Why 2019 will be remembered as the year of protests
Here’s an apt summary of our present: “All over the world, the protesters … share a belief that their countries’ economies have grown dysfunctional and corrupt — sham democracies rigged to favour the powerful and prevent significant change. They are fervent democrats … Decades after the final failure and abandonment of communism, they believe they’re experiencing the failure of hell-bent megascaled crony hypercapitalism and pine for some third way, a new social contract.”
That desire for a “new social contract” fuelled the gilets jaunes (yellow vests) shutting down Paris, as well as the protest movement that brought more than a million to the streets of Chile’s capital. Anger over feckless regimes spurred mass uprisings across the Arab world, unseating leaders in Algeria, Sudan, Lebanon and Iraq. In Hong Kong, “fervent small-d democrats” held the line against Beijing for more than half a year, in a daring showdown with the most powerful single-party state on Earth that will carry into 2020.
Except the passage above was written not in 2019 but in 2011.
It’s an excerpt from Time magazine’s Person of the Year issue, which the publication had then awarded to ‘The Protester’, a catchall figure to encompass those on the front lines of the pro-democracy uprisings. The shine of two decades of globalisation and liberalisation had worn off. Western democracies reeled from financial crash and recession; citizens in corrupt, authoritarian states chafed against their repression. Protesters everywhere lived in societies that had “not quite totally arrived at the end of history”.
The motives of the millions who marched this year in Santiago and La Paz, Algiers and Basra, London and Berlin, New Delhi and Hong Kong were as varied as their geography. But they were united in what became an epochal display of global discontent, an explosion of popular unrest that capped a decade of angst and anger.
We still need a bit of a distance to figure out how to characterise this decade that is about to end. But we’ve not moved far from the upheaval and discontent that was already on show in 2011 — and, by some measures, things are only getting worse. According to data released earlier this year, income inequality in the United States has hit its highest levels since the Census Bureau started tracking it five decades ago. Political divisions are deepening as well, with polarisation and political fragmentation marking the new normal in democracies in most parts of the world.
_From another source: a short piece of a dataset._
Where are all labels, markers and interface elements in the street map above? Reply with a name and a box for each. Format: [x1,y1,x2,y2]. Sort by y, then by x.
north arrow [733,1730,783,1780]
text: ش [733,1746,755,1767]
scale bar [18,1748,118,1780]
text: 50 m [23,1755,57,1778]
Far from ascendant, liberalism seemed in retreat: Autocrats tightened their fists; nationalists and xenophobes edged into the political mainstream; great power competition made its return on the geopolitical stage. A bit more than halfway through the decade, a definitive marker was laid down when the British voted for Brexit, and Donald Trump won a shock election with a campaign powered by xenophobia and grievance politics. Elsewhere, once-fringe, far-right parties such as the Alternative for Germany, or AfD, morphed into powerful national players.
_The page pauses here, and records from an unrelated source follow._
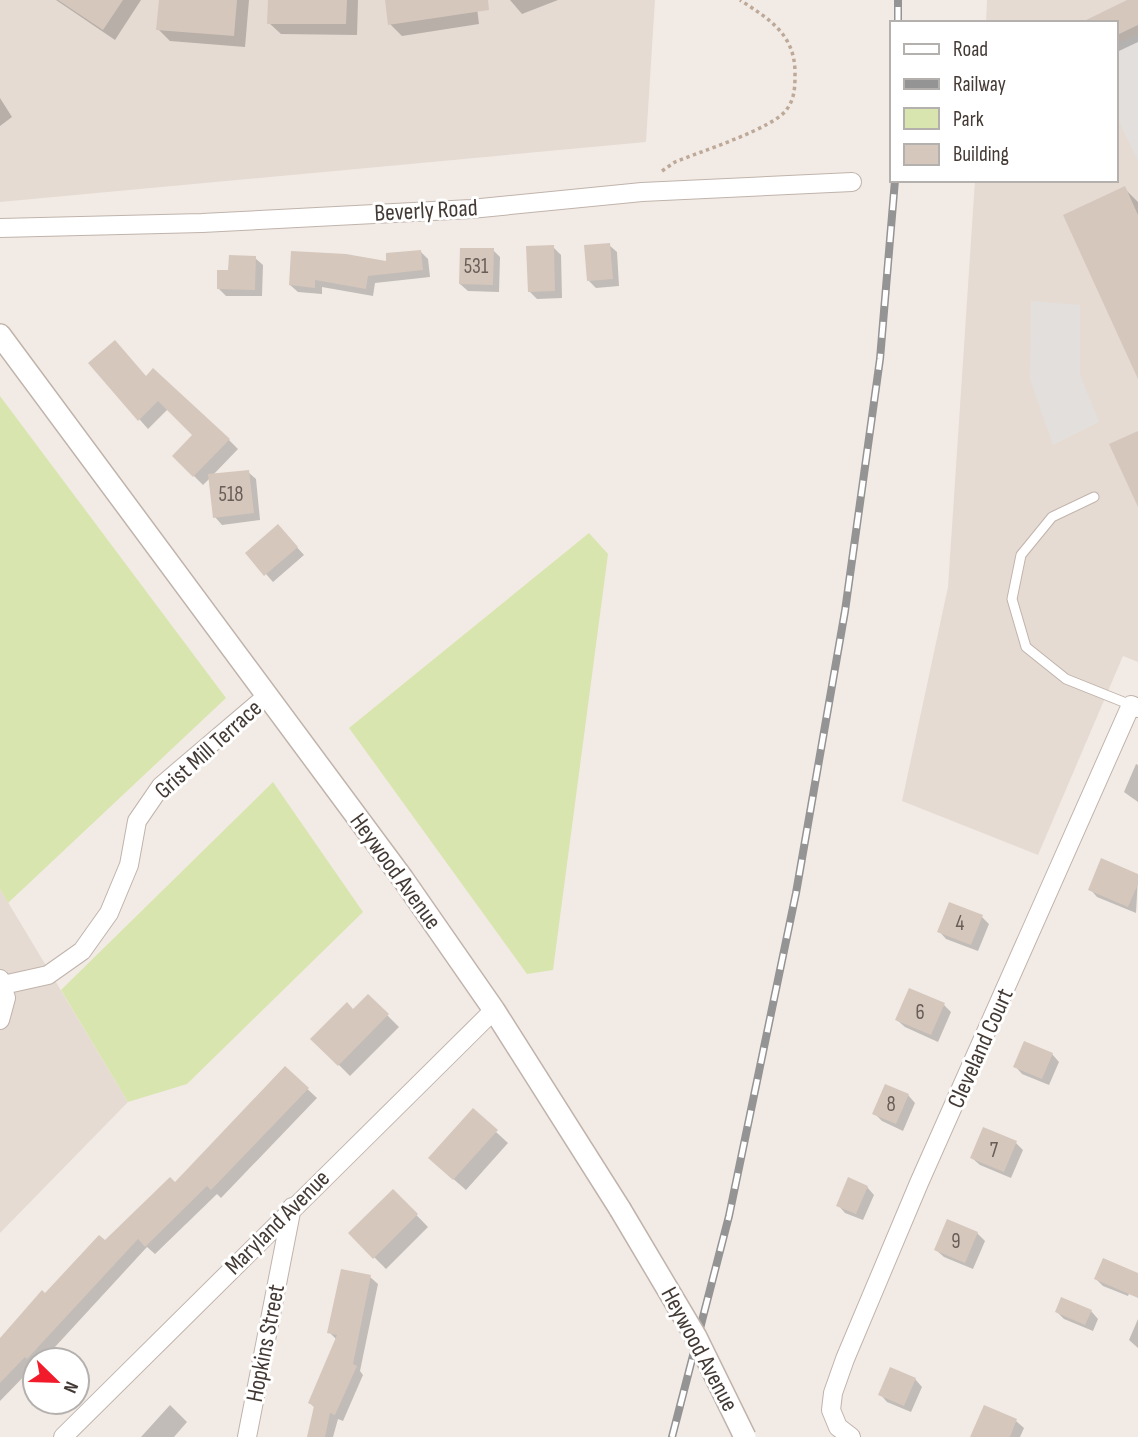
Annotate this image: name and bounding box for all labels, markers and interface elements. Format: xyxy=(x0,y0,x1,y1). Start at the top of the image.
legend xyxy=(890,21,1117,182)
text: Road xyxy=(953,37,988,62)
text: Railway xyxy=(953,72,1006,97)
text: Park xyxy=(953,107,984,132)
text: Building xyxy=(953,142,1009,167)
street label: Beverly Road xyxy=(374,193,478,228)
house number: 531 xyxy=(464,254,489,279)
house number: 518 xyxy=(219,482,243,507)
street label: Grist Mill Terrace xyxy=(149,694,268,805)
street label: Heywood Avenue xyxy=(344,807,448,935)
house number: 4 xyxy=(956,911,965,936)
street label: Cleveland Court xyxy=(941,984,1020,1113)
house number: 6 xyxy=(915,1000,925,1025)
house number: 8 xyxy=(886,1092,896,1117)
house number: 7 xyxy=(990,1138,999,1163)
street label: Maryland Avenue xyxy=(219,1164,336,1281)
house number: 9 xyxy=(951,1229,961,1254)
street label: Hopkins Street xyxy=(240,1282,291,1404)
street label: Heywood Avenue xyxy=(655,1282,744,1416)
north arrow xyxy=(21,1346,91,1416)
text: N xyxy=(58,1378,83,1396)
“AfD members represent a policy that denigrates minorities in a country where a similar development led to catastrophe 80 years ago,” wrote Annelie Naumann, a Berlin-based journalist. “But public outrage at the far right’s new place in society and government is already abating. Polls show that moderate Germans are shifting right, polarising the country’s politics.”
‘Perpetual crisis’
In an essay for the Guardian, Andy Beckett argued that the sense of “perpetual crisis” with which the 2010s began and now end has made the decade “seem much longer than the two previous” ones. That’s also reinforced by our immersion in the realms of social media, as well as addiction to non-stop news services, which, he wrote, “have made awful events seem relentless and impossible to ignore.”
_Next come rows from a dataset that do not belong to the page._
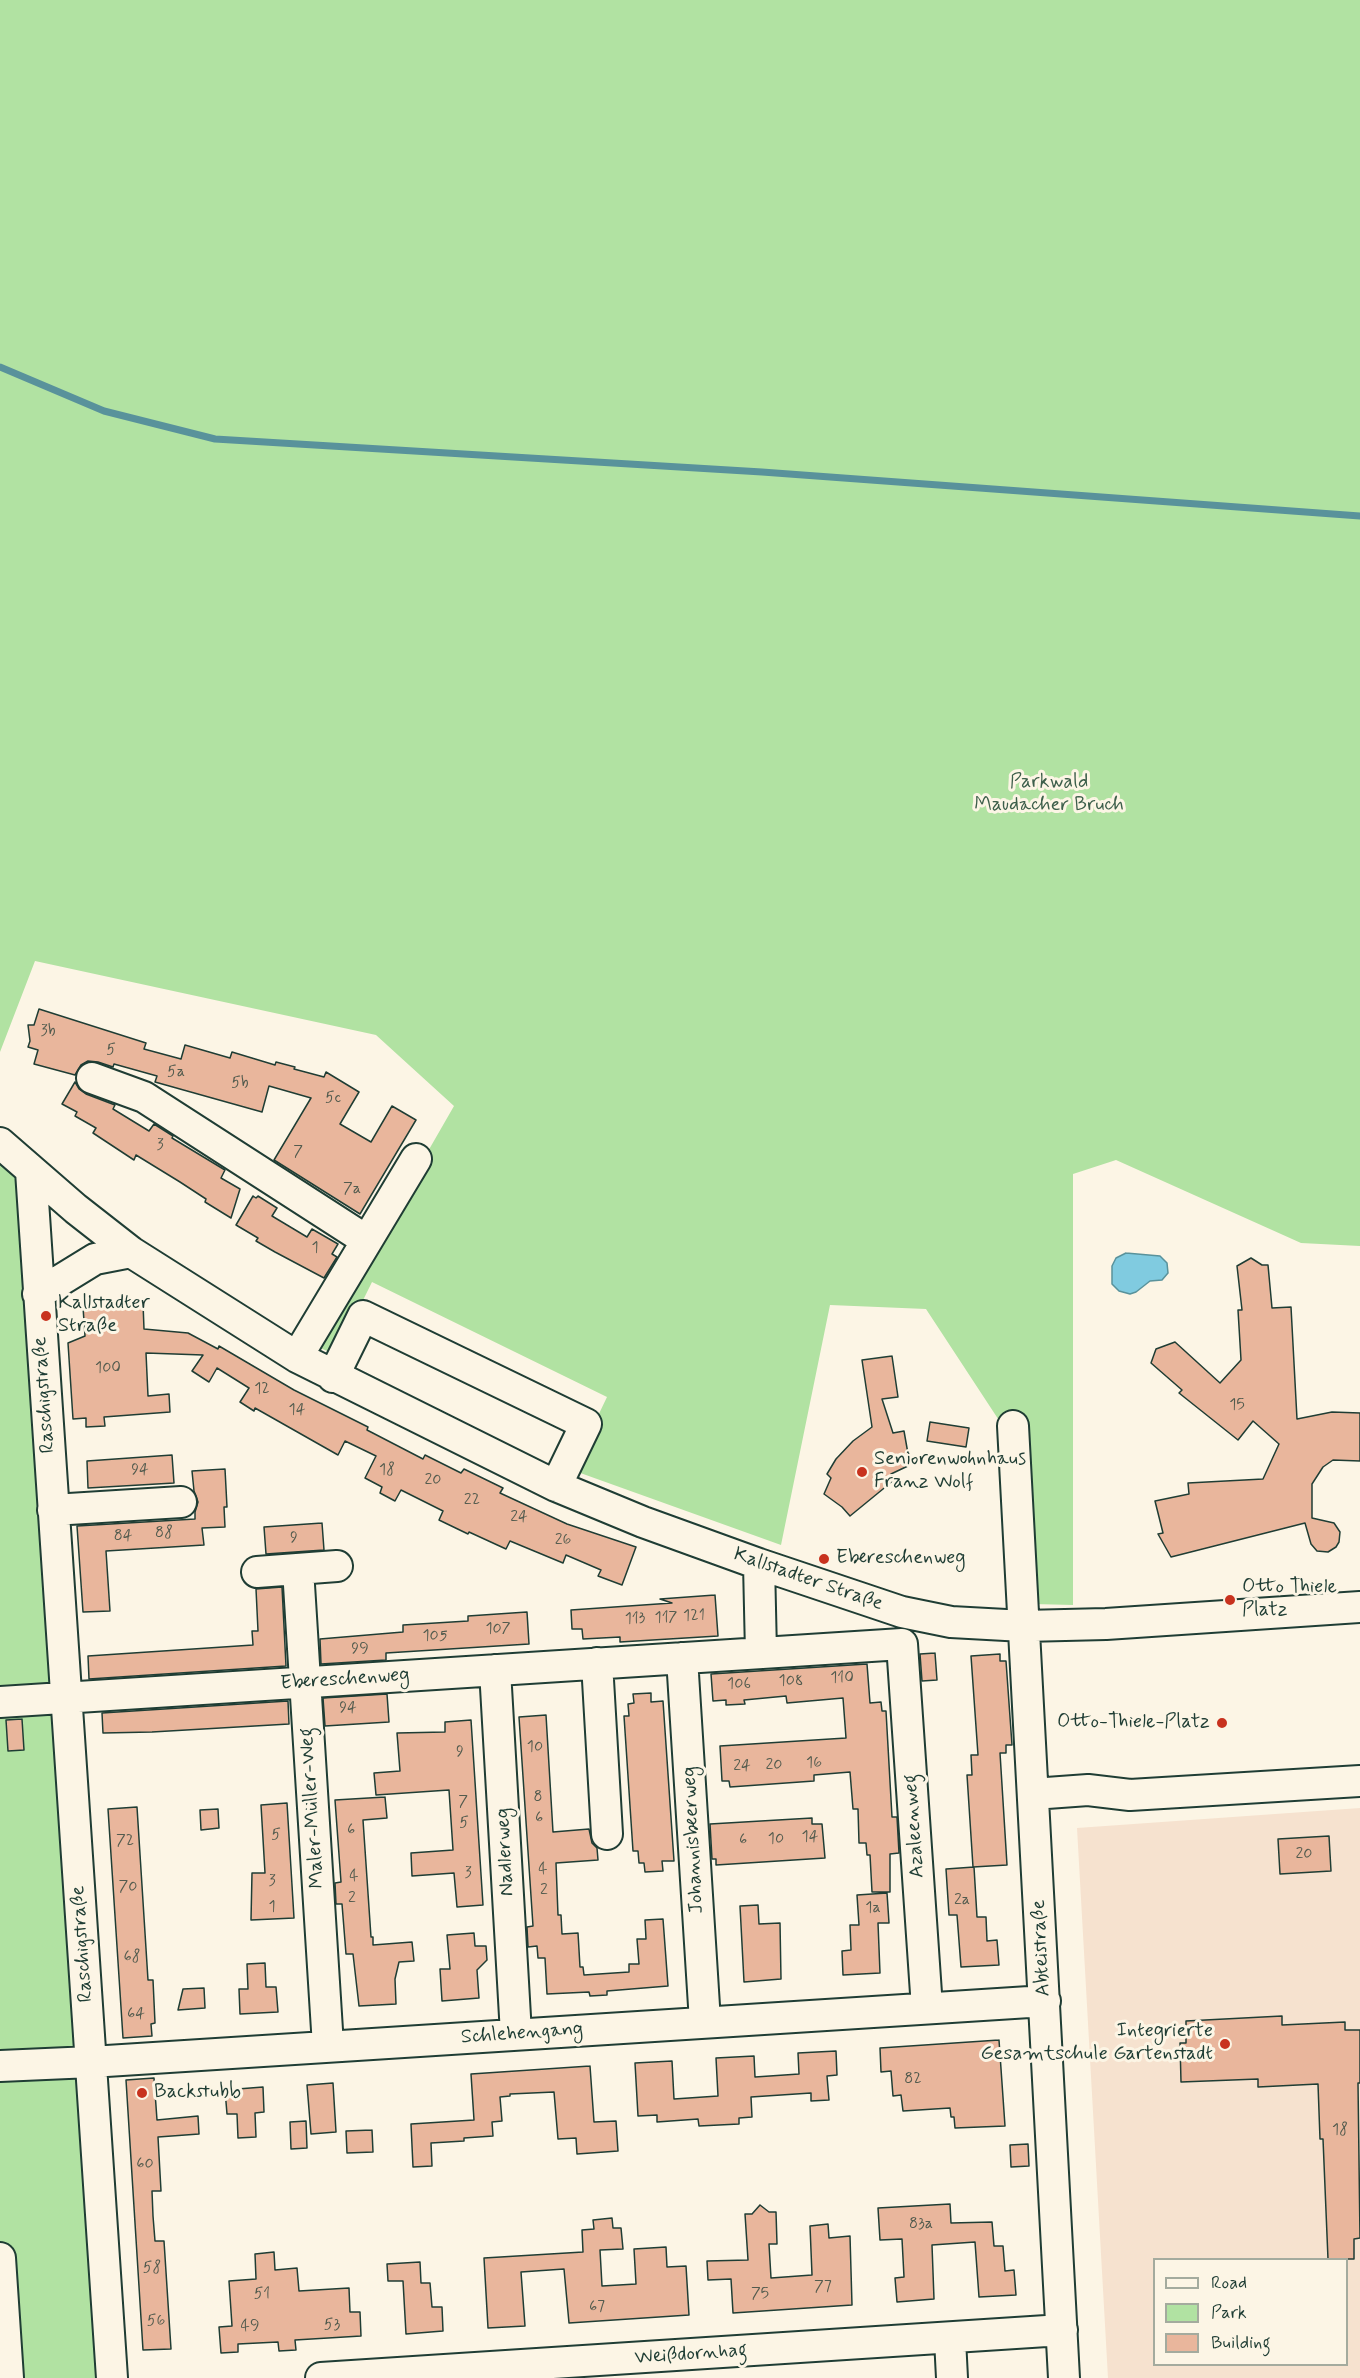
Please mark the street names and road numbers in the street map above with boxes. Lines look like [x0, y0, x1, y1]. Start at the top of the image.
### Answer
street label: Raschigstraße [29, 1336, 61, 1454]
street label: Kallstadter Straße [730, 1543, 886, 1617]
street label: Ebereschenweg [280, 1664, 410, 1696]
street label: Maler-Müller-Weg [295, 1727, 331, 1889]
street label: Johannisbeerweg [678, 1766, 710, 1914]
street label: Azaleenweg [899, 1773, 931, 1879]
street label: Nadlerweg [492, 1807, 520, 1897]
street label: Raschigstraße [67, 1885, 99, 2003]
street label: Abteistraße [1027, 1899, 1057, 1997]
street label: Schlehengang [460, 2018, 584, 2050]
street label: Weißdornhag [634, 2339, 748, 2371]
The relentlessness (and bleakness) of the digital age shapes our worldview at a moment of genuine planetary turmoil. In the past decade, scientists have understood better than ever the acute climate disaster facing the world. Far from visions of inexorable growth and uplift, policymakers began wrestling with questions of scarcity and survival. If there is a reason to maintain faith, it’s in the scenes from the streets. The motives of the millions who marched this year in Santiago and La Paz, Algiers and Basra, London and Berlin, New Delhi and Hong Kong were as varied as their geography. But they were united in what became an epochal display of global discontent, an explosion of popular unrest that capped a decade of angst and anger. When they weren’t clamouring for greater freedoms, protesters were demonstrating against climate inaction, corruption, inequality and state brutality. In their wake, presidents fled, prime ministers resigned and governments fell.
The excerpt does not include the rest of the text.